So, to present this as a means to keep the people of Eritrea in the laps of Isaias. The people are not in the laps of Isaias and they know that they get nothing by staying in the laps of Isaias except war, perishing, disablement, orphaning and hunger. Since the people know this by experience, we don’t see why they should go to the laps of Isaias for more. The reality is quite the opposite. People are waiting and demanding for change. The voice of change is becoming more and more vocal. The present system is encircled by popular opinion. On the contrary, based on our assessment, people are expecting us to push for more. The people want the opposition to use its right to self-defense, to enter into the fields of Eritrea, to improve its performance, and to remove the oppressive system. Our people are waiting for salvation: salvation from a system that has exposed them to destruction.

If you are a member of the ELF, the Alliance or Shaebia, and you hear nothing but the propaganda of your organization, then you tend to underestimate your adversary. Assuming you have no other choice but to take arms, the obvious question is: facing Shaebia, with its power, its armaments, its size, and its mobilization power, how do you envision to remove it by force without engaging it in a long protracted war?

We don’t envision a long war; it will not happen. The system is encircled by a popular opposition. We also see the army as part of the people. When we say we have an influence on the people, we put into consideration that it includes the people who are conscripted into the military that is now known as the army of the oppressive system. When we speak of influence, we mean we have penetrated into all segments of our people. As far as our assessment is concerned, it will not be a long drawn-out war; it will be a very short war in which the people will be involved and the army will be involved on our side.

What do you mean short war? Our past history tells otherwise, doesn’t it?

It would be a long drawn war, if it were a conventional liberation movement, the type we saw, thirty years, I mean the need for change is very clear. When we say this, it includes the army. Specially this army because it is rounded up and forced to carry arms. Also, at this a time, when the system is divided into two and is facing each other: confrontation among the dictatorial group and the reformers. Because, the past thirty-year [liberation war] was not totally military: it included rallying, agitating and mobilizing the Eritrean people and eroding the power of the huge external force. That is why it was a long war. But this is a system that has already been wakened and encircled. In fact, it has reached a stage where you can’t see the army as an army of the system or the dictatorship. When I say our influence has spread among the people, I mean it has spread among the army. This, we believe, will shorten the process of change.

We have chronic problems that arise every few years. We have a problem of chauvinism and extremism. The political dimensions indicate that we are headed towards polarization. Is there a risk of a civil war? What do you think is the solution?

The risk is there. According to us, if there will be a civil war, it will be due to the intransigent and irresponsible position of the oppressive system. Because this oppressive system has blocked the economic, social and political stages for everyone else and is controlling it for its own interest. The Eritrean citizen, in reality and perception, is alienated. It is a people whose natural, legal, political, cultural and human rights are denied. And it is a people that should exercise its right because it will not be considered human with out those rights. What should the people do?

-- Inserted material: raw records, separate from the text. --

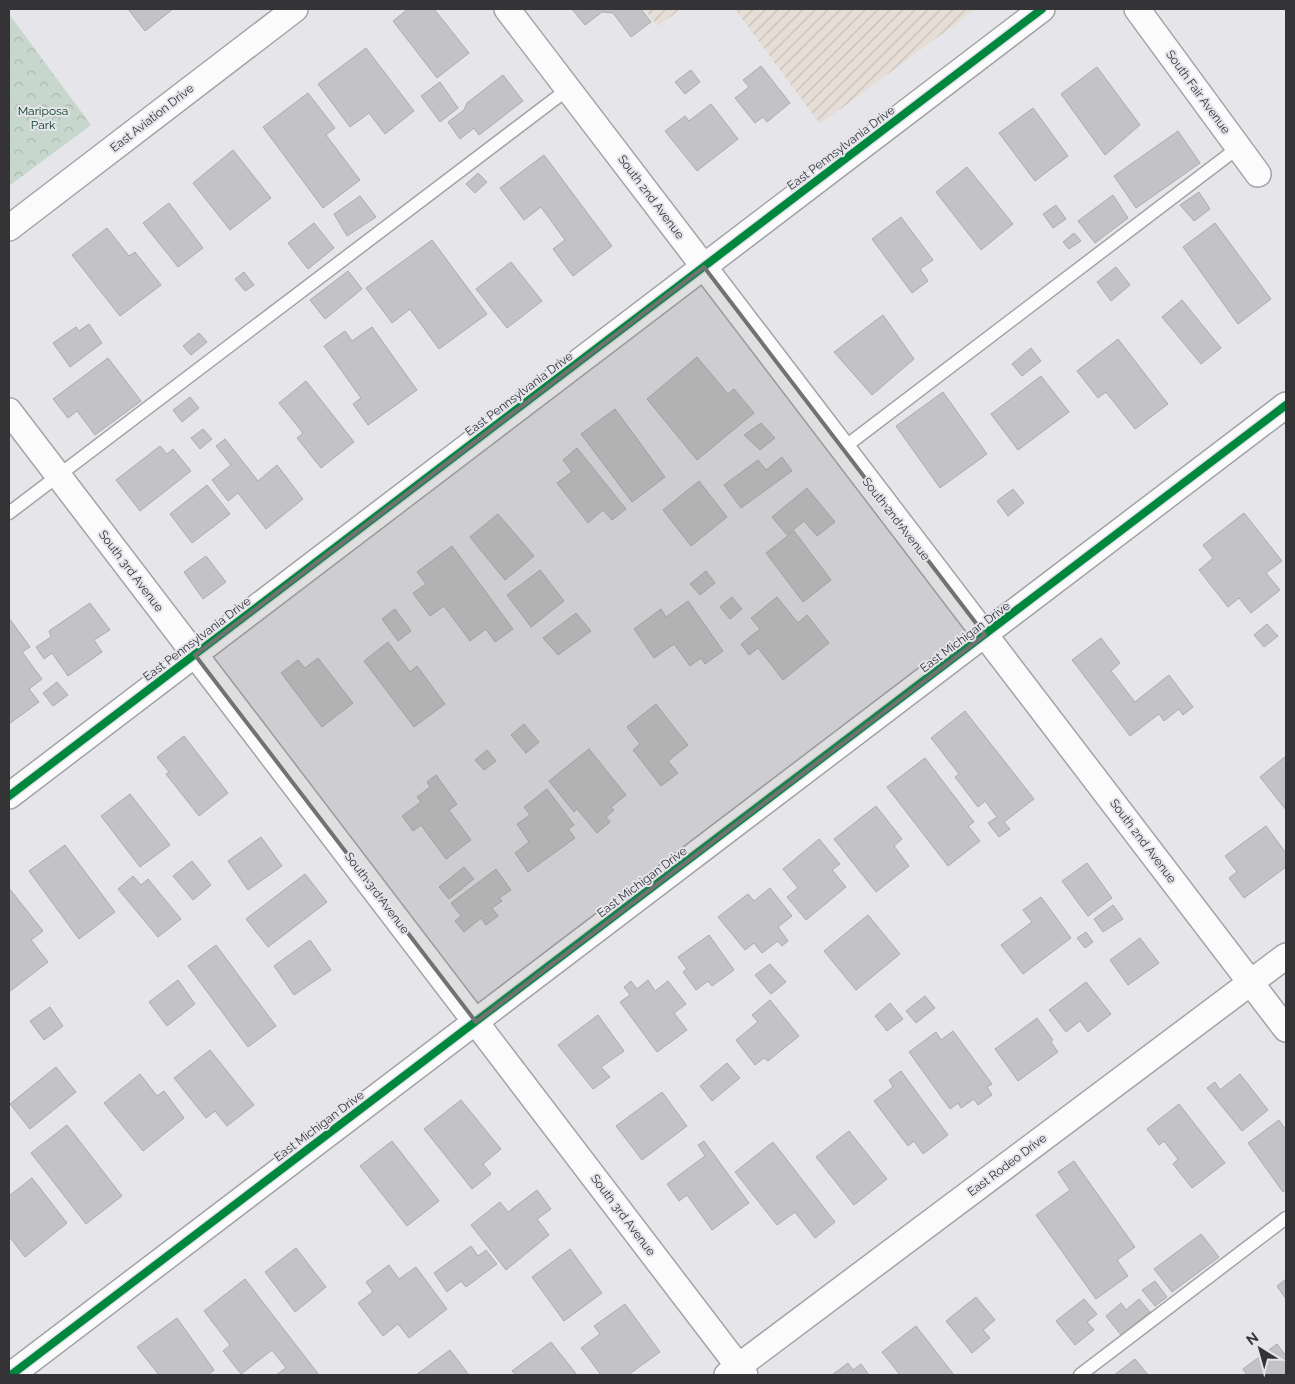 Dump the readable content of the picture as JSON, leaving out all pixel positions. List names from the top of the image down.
{
  "streets": {
    "street": [
      "South Fair Avenue",
      "East Aviation Drive",
      "East Pennsylvania Drive",
      "South 2nd Avenue",
      "South 3rd Avenue",
      "East Michigan Drive",
      "East Rodeo Drive"
    ]
  },
  "crossings": [
    ["East Pennsylvania Drive", "South 2nd Avenue"],
    ["East Pennsylvania Drive", "South 3rd Avenue"],
    ["South 2nd Avenue", "East Michigan Drive"],
    ["South 2nd Avenue", "East Rodeo Drive"],
    ["South 3rd Avenue", "East Michigan Drive"],
    ["South 3rd Avenue", "East Rodeo Drive"]
  ],
  "parks": ["Mariposa Park"],
  "north": "top left"
}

Two choices here: one is for the Eritrean people to resign their humanity and believe that, in fact, they are no more than a block of flesh and blood and only live eating grass like an animal, if there is grass. Or, to assert their humanity and demand their political, human and cultural rights. in total including their cultural rights and existence. [If they choose the latter], they will engage in a course of collusion with the system because the system has confiscated all their rights. It is natural that in order to claim back their rights, the people have to rise and clash with the system. This is because the oppressive system is not opening any path to get out of this collusion course. Do the Eritrean people have to give up their right? Give up their identity? Citizenship rights, human rights or political right? Impossible. The oppressive system doesn’t want to give up its power, the illegal power, and the Eritrean people cannot give up their rights. Therefore, naturally this leads to a collusion course.

There arises a question: whose demands are legitimate? The peoples’ demands are the legitimate ones. The country is of the people and doesn’t belong to one man. The actions of the oppressive system are illegitimate. Therefore, the uprising of our people and their clashes is the legitimate uprising, be it political or military. Therefore, to exercise their rights, the people should deal a blow to the illegitimate power and interests. People should be able to come on top of the illegitimate system and ascertain their sovereignty.

When people and a system meet on a collision course, the system uses its oppressive security establishments, its oppressive and terrorist establishments to prevail over the people. The people will resist and that is civil war. There is another factor: the government is divided into two, the dictatorial group and the reformers. It seems the reformers want to democratize the EPLF. That will mean creating means towards spreading the process of democratization for the whole country because it was in the EPLF that dictatorship developed and was able to spread to the whole of Eritrea. The one-man dictatorship dictated within the EPLF before establishing its dictatorship in Eritrea and later tried to expand its dictatorship to the whole region.

On the one hand, the two sides of the system are in a confrontation. On the other, the whole people with the opposition forces are on a collusion course against the system. In this situation, where the system is engaged against three overlapping forces, the fear for a civil war is natural. This is because the oppressive system is going with intransigent and irresponsible gestures. Therefore, there is a big possibility that we might slip into a civil war. But we see a way out: the dictatorial wing of the system should hand over power. The people do not have power and don’t have anything to hand over. The opposition forces do not have any power to hand over. Neither the opposition nor the people can resign their rights. The illegitimate system should hand over power to the people.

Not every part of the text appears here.